In South Africa, even with a legal instrument like the 2012 Regulations Relating to Foodstuffs for Infants and Young Children (R991), which prohibits “advertising and promotion in any form, and on all media platforms”, infant formula companies are finding ways to reach mothers when they are at their most vulnerable. Most notably, as reported by another UWC/CoE-FS-funded researcher in the School of Public Health, Catherine Pereira-Kotze, through social media and digital platforms.

“The formula industry has eroded women’s confidence in their ability to breast-feed, not only through its aggressive social media marketing strategies, but with the support of medical and health-care professionals as well as academics who are targeted and influenced by the formula industry,” said Dr Chantell Witten, the project lead of the IYCF.

“If South Africa – a country with the lowest breast-feeding rates in Africa – is to meet the United Nations’ nutrition target of 50% exclusive breast-feeding by 2025, accelerated efforts are needed, and dedicated investments from multiple sources will be needed. Perhaps even a tax such as the sugar tax will be warranted.”

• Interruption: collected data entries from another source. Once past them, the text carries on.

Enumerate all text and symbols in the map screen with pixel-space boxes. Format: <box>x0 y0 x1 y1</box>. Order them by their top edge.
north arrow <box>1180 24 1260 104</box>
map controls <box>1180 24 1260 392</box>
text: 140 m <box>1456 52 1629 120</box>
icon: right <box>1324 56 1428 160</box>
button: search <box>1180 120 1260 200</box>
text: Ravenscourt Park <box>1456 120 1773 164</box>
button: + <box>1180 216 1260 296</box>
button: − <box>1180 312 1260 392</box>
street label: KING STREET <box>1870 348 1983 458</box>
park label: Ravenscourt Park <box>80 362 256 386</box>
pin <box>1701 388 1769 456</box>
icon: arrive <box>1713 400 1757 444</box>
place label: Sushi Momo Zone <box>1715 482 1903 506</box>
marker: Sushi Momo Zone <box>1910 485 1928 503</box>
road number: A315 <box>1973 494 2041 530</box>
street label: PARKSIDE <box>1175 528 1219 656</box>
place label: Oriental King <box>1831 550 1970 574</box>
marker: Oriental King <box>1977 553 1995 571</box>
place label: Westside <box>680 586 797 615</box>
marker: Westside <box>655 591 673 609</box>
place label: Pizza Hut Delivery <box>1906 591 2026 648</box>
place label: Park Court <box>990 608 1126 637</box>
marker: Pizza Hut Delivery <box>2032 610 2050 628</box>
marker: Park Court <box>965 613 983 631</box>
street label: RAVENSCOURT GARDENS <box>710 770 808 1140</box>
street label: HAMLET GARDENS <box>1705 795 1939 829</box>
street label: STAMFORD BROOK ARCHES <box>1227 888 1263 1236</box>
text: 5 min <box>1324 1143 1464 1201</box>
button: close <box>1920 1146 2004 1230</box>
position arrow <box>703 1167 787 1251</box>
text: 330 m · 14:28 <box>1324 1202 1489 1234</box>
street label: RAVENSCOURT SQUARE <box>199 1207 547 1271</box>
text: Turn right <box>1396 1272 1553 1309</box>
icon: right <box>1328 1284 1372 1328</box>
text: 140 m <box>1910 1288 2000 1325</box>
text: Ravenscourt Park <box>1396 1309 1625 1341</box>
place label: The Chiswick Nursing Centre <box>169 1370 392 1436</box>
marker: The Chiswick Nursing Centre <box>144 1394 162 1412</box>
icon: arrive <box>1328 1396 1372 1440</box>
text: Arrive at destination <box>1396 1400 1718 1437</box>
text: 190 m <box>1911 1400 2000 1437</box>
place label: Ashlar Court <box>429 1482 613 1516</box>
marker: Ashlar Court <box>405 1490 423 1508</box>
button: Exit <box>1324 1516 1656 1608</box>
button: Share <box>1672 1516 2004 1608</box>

Researchers say women are also targeted through marketing on pregnancy-tracking apps, baby clubs and through competition give-aways used to promote formula feeding information to mothers.

Whether mothers are forced to stop breast-feeding due to circumstances or choose to formula feed for convenience, the impact on their children’s health remains the same, they say.

“Children who are fed formula suffer many health challenges such as obesity, allergies, poor growth and compromised cognitive development. Right now, the infant formula companies are skirting on ‘fake news’. The long-held belief that infant formula claims to be close to mother’s milk is not true,” said Witten, who is also a member of the National Department of Health Ministerial Committee on the Morbidity and Mortality in Children under 5 years (CoMMiC).

Witten is supported in the project by Dr Nazeeia Sayed, who is the project liaison, with institutional oversight from the director of the CoE-FS, Professor Julian May. The IYCF is also governed by a steering committee, with representatives from UWC, the project funder, and the World Health Organization.